If you are reading this, you are likely to be someone whose
income exceeds the threshold of Rs 2.5 lakhs for paying taxes. There are some
legitimate ways of saving taxes and the good thing is that most of them also
help you grow your wealth. These options usually have a lock in period and vary
in the nature and amount of return they provide. You must also remember that
each of these alternatives also serve specific purposes and tax saving is not
the purpose but an ancillary benefit of that.
What is pre-determined and what is optional. EPF, Home Loan
repayment and Tuition Fees are pre-determined. Add them up and see how much of
your 1.5 lakh limit is utilized.
ELSS Tax
Saving Mutual Funds
ELSS or Equity Linked Saving Schemes are a kind of
equity-linked mutual funds. As they
invest in equity or stocks, ELSS funds have the ability to deliver superior
returns - 14-16% over the long term. That’s a full 6-8% above inflation. This
return is not guaranteed though but historical evidence suggests that these
returns are achievable over the long term.
Public
Provident Fund
PPF is a good option if you are looking for an option with
certain returns.
Your PPF investments earn interest at a rate announced every
year – currently 8.7%. PPF return is therefore mostly at par with inflation.

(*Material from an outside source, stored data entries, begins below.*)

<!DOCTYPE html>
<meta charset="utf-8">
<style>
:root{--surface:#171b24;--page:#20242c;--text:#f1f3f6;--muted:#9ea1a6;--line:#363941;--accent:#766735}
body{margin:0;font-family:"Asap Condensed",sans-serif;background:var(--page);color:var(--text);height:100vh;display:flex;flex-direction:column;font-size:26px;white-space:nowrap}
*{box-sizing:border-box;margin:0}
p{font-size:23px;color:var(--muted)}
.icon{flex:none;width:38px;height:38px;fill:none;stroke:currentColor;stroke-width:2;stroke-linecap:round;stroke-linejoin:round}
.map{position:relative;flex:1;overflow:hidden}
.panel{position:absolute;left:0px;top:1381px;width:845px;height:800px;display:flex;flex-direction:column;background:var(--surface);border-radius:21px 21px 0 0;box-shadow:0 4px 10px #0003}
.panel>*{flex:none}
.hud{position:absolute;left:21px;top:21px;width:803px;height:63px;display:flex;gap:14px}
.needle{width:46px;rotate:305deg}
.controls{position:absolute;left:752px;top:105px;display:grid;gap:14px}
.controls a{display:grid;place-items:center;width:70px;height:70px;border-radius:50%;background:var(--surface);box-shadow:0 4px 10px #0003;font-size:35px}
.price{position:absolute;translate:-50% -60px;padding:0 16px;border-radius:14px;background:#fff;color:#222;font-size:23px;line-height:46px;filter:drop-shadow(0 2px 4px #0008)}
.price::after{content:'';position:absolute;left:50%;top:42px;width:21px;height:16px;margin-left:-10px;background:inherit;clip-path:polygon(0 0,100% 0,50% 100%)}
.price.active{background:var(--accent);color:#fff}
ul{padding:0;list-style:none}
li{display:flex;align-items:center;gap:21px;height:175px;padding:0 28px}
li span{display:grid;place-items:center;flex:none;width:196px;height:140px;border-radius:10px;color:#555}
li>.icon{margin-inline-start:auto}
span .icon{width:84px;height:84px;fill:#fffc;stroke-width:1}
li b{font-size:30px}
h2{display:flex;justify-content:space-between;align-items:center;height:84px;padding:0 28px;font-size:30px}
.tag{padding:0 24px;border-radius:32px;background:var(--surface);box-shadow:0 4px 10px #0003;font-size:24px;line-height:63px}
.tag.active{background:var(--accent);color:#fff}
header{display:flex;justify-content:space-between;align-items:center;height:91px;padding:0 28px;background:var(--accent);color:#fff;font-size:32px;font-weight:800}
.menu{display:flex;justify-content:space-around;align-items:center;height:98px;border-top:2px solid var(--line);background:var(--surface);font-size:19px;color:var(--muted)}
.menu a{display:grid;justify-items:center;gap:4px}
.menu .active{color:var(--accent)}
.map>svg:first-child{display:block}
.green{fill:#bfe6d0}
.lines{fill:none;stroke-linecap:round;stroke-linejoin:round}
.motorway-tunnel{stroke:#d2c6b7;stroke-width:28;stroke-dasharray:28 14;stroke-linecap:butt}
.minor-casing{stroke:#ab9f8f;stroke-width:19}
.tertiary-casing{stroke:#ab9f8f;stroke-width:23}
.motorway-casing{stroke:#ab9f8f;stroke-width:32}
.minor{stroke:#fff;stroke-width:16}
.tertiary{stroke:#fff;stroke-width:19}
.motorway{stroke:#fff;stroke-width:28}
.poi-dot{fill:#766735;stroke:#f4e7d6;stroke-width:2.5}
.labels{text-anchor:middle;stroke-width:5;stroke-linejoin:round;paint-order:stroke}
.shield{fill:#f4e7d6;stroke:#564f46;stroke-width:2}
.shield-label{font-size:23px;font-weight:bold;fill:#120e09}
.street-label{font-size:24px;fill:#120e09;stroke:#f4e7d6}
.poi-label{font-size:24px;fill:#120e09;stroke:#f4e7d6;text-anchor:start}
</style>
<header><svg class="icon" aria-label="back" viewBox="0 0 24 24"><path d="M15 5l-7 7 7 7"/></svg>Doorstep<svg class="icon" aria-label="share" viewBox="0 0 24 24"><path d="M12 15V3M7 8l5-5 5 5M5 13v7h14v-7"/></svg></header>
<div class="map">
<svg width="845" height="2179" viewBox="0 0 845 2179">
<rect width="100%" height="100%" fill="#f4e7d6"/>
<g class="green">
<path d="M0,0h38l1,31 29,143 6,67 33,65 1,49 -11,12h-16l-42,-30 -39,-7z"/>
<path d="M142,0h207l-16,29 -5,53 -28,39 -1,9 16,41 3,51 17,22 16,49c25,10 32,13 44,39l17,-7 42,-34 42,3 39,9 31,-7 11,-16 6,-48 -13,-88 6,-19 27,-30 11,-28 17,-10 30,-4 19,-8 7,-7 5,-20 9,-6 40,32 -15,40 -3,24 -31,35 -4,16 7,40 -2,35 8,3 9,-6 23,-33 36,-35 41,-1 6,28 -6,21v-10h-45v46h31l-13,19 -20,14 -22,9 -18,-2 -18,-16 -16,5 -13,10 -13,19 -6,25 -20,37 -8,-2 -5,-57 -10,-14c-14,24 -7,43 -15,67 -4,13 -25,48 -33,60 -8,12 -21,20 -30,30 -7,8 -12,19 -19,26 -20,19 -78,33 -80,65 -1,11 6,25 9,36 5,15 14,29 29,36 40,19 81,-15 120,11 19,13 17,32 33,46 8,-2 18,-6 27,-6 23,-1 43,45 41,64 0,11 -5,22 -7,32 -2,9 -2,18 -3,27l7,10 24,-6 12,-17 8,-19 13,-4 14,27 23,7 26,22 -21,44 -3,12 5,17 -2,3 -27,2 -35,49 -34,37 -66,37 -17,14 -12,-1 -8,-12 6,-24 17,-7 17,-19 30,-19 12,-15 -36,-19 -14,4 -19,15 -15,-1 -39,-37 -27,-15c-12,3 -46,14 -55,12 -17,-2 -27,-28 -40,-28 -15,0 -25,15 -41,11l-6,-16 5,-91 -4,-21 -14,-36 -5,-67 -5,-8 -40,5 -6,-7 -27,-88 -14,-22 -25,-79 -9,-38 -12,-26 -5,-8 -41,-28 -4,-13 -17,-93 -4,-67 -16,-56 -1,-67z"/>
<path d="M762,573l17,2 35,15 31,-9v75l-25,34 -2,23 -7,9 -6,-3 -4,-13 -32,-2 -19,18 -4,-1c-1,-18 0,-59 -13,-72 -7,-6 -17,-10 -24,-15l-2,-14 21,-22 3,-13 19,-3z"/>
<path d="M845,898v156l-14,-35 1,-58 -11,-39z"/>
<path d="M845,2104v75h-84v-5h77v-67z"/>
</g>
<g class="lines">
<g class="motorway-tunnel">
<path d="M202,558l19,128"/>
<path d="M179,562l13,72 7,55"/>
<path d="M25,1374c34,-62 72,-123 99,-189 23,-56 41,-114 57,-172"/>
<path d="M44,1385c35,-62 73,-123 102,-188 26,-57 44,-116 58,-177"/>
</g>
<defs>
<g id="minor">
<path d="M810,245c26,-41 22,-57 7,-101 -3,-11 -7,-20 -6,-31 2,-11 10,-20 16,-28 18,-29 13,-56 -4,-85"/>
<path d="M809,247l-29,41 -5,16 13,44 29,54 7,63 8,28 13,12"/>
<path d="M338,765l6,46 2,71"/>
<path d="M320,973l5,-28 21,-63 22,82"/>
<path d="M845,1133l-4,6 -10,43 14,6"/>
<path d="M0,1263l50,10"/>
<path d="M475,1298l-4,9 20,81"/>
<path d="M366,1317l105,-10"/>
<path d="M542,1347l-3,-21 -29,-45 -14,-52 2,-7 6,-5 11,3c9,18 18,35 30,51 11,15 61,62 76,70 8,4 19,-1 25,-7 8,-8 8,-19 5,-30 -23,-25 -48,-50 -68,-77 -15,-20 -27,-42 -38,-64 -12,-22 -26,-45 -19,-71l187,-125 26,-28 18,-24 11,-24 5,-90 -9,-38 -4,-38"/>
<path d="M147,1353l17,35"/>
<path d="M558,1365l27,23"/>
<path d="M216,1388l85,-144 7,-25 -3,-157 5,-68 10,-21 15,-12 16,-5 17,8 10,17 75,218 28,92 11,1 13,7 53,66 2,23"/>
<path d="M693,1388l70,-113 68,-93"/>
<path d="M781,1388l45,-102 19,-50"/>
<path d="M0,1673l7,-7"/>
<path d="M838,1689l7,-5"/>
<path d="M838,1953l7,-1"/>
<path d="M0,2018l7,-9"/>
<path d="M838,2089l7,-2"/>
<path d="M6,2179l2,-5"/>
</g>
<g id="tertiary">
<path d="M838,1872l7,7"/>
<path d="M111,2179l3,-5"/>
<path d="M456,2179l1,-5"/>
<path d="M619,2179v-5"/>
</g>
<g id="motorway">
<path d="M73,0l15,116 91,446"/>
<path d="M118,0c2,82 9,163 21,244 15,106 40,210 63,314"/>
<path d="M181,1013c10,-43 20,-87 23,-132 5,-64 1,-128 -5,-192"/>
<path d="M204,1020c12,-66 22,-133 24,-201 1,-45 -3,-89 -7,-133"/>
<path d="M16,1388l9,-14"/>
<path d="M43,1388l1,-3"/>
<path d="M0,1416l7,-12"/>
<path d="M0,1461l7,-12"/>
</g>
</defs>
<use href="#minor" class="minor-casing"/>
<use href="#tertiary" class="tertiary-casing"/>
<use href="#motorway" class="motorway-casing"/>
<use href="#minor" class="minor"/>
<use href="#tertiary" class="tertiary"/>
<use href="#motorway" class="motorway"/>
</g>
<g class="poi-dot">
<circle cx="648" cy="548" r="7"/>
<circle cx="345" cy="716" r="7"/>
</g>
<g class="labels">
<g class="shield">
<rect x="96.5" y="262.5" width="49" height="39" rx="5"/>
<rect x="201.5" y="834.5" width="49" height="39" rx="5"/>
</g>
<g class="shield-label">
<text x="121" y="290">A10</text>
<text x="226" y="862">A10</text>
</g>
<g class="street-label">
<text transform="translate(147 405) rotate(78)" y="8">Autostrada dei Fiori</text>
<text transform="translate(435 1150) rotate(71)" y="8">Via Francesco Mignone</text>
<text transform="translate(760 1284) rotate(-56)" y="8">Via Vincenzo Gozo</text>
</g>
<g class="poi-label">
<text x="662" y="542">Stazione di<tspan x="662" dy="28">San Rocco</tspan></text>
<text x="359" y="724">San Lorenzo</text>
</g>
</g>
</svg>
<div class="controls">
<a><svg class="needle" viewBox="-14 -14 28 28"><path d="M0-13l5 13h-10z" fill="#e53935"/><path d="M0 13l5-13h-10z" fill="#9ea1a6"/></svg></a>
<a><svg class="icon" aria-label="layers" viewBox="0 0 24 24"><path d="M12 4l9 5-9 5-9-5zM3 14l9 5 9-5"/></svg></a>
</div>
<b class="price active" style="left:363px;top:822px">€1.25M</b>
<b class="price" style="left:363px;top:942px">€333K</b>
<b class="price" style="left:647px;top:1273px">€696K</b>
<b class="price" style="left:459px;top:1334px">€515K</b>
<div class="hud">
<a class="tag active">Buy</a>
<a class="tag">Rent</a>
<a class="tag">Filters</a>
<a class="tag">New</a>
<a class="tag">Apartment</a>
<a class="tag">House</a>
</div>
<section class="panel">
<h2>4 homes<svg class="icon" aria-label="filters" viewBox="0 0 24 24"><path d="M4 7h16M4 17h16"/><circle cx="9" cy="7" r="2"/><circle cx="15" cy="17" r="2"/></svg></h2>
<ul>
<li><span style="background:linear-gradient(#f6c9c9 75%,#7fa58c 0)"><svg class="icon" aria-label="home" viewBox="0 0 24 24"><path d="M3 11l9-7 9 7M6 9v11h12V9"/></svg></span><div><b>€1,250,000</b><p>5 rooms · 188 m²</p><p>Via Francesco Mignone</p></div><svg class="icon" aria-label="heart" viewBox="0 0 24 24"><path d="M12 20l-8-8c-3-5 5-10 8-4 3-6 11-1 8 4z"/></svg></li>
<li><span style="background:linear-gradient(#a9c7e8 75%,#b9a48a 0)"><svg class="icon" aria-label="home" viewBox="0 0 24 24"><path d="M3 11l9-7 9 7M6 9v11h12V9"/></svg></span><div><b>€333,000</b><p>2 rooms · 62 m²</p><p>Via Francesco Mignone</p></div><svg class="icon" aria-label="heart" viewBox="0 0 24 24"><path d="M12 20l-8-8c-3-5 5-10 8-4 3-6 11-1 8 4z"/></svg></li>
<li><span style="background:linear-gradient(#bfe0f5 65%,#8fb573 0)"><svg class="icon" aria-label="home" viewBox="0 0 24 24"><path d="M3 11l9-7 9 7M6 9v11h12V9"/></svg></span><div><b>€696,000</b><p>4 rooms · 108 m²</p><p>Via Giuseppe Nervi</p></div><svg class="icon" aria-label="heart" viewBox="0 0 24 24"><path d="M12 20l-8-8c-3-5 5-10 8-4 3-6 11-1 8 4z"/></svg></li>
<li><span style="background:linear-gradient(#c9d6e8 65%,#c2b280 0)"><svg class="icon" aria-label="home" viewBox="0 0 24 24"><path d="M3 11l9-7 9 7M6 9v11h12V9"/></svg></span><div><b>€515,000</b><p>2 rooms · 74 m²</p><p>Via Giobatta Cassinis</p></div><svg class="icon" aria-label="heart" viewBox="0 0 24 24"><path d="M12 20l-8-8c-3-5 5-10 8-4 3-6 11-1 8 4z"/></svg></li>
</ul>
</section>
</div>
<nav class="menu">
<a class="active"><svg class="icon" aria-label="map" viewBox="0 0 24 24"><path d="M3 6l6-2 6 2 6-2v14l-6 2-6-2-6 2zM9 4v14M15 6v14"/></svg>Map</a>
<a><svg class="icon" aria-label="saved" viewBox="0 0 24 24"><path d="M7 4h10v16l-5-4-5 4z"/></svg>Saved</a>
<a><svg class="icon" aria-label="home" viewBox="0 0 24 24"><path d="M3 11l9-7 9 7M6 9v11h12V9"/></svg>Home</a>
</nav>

However, it is tax-free and you can do a lump sum or small regular investments.
The duration of a PPF account is 15 years which is extendable
by 5 years at a time. You cannot withdraw money from your PPF account except
under certain conditions but not before 5 years.
You can invest in PPF through a bank or Post Office. Ability
to invest online is limited.
Life Insurance
Premium
This was almost the default Tax Saving Plans
option for years, however, over the last few years; most informed investors have
learnt the perils of choosing this option
There are 2 kinds of Life Insurance Policies:
Pure risk also called term life which ensures a risk to the
life of the insured
Risk+ investment: which pay you back money over time
While pure risk life insurance is something everyone with a dependent
must have, it’s not an investment. Life insurance is an expense- something you
pay to ensure that your dependents are not left stranded should something
unfortunate happens to you.
National
Pension Scheme
National Pension Scheme is a lot like investing in mutual
funds with its Safe, moderate and Risky options. The returns are not
guaranteed.
You cannot withdraw until 60 and the corpus amount must
necessarily be invested in an Annuity. The withdrawals are also taxable.
Pension
Funds
Pension funds are designed to provide you with an income
stream post retirement. They come in two flavors: Deferred Annuity and
Immediate Annuity.
For deferred annuity plan, you invest annually until your
retirement. Once you reach your retirement, you have can withdraw up to 60% of
your accumulated corpus and have to re-invest the remaining in an annuity fund
which will give you a monthly pension.
When it comes to immediate annuity plans, you invest a bulk
amount one-time and get monthly pension from the next month itself. You would
typically use these to invest your retirement corpus.